Pages

Friday, February 7, 2014

Friday -- Aetna Expects To Lose Money Due To ObamaCare

Active rigs:


2/7/201402/07/201302/07/201202/07/201102/07/2010
Active Rigs19118420216690

RBN Energy: how the US shale gas boom benefits Asian LNG importers.
Using the US natural gas production boom to promote the idea of a sustainable “global gas glut”, Asian importers have successfully managed to chip away at the longstanding oil-indexed pricing mechanism for liquefied natural gas (LNG) overthe past two years. While oil-indexation in LNG contracts will certainly not disappear overnight, the shale revolution has provided gas importers with significant negotiating leverage and a new degree of pricing flexibility. Today we examine the trend toward more US centric LNG pricing.
In January 2012, Cheniere Energy signed a 20-year agreement with Korea Gas Corporation  to supply 3.5 million tonnes per annum  of LNG from its Sabine Pass facility (equivalent to 0.5 Bcf/d) for a $3/MMBtu liquefaction fee plus 115% of the current Henry Hub, LA natural gas price.
Subsequent contracts based on Henry Hub prices have followed suit. In November 2012, Japanese power utility Kansai Electric signed a 15-year import contract with BP Singapore with Henry Hub natural gas as the price basis. That agreement marked Japan’s first-ever long-term LNG import contract fully linked to a gas benchmark.
More recently in 2013, Freeport LNG in Texas signed 20-year tolling agreements with Asian industrials Toshiba (Japan) and SK (Korea) for a premium of $7/MMBtu over Henry Hub.
Jobs report: horrendous.

The Wall Street Journal

Pentagon drops plan to mothball the USS George Washngton, aircraft carrier, after the White House intervened to head off a brewing political fight. 

Apple repurchases $14 billion of its own shares in two weeks.

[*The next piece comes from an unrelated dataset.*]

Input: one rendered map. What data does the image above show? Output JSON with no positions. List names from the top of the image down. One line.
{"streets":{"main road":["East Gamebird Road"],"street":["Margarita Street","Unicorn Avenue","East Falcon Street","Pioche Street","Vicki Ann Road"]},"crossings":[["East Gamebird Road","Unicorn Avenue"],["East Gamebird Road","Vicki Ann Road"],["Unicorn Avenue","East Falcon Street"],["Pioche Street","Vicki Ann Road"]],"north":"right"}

Sony forecasts $1.1 billion loss.

Target breach began with contractor's electronic billing link:
The hackers that carried out the massive data breach at Target Corp. appear to have gained access via a refrigeration contractor in Pittsburgh that connected to the retailer's systems to do electronic billing.
Fazio Mechanical Services Inc., a privately held company with about 125 employees, said Thursday it was "a victim of a sophisticated cyberattack operation" and was cooperating with investigators at the Secret Service.
The details in a statement by the company's owner, Ross Fazio, provide new clues to how hackers infiltrated Target's computer system and eventually stole the data of 40 million credit- and debit-card numbers during a security breach that lasted from Nov. 27 to Dec. 18. The thieves also stole personal data like email addresses and phone numbers of 70 million customers.
Fazio Mechanical began working with Target in 2006 installing and maintaining refrigerator systems in stores as the discounter expanded its fresh food offerings. Through that relationship, the contractor was linked remotely to Target's computer systems for "electronic billing, contract submission and project management," Mr. Fazio said.
LinkedIn, a glorified Facebook for executive-wannabes, sees weak sales

Greenbrier to offer safety retrofit for rail tankers.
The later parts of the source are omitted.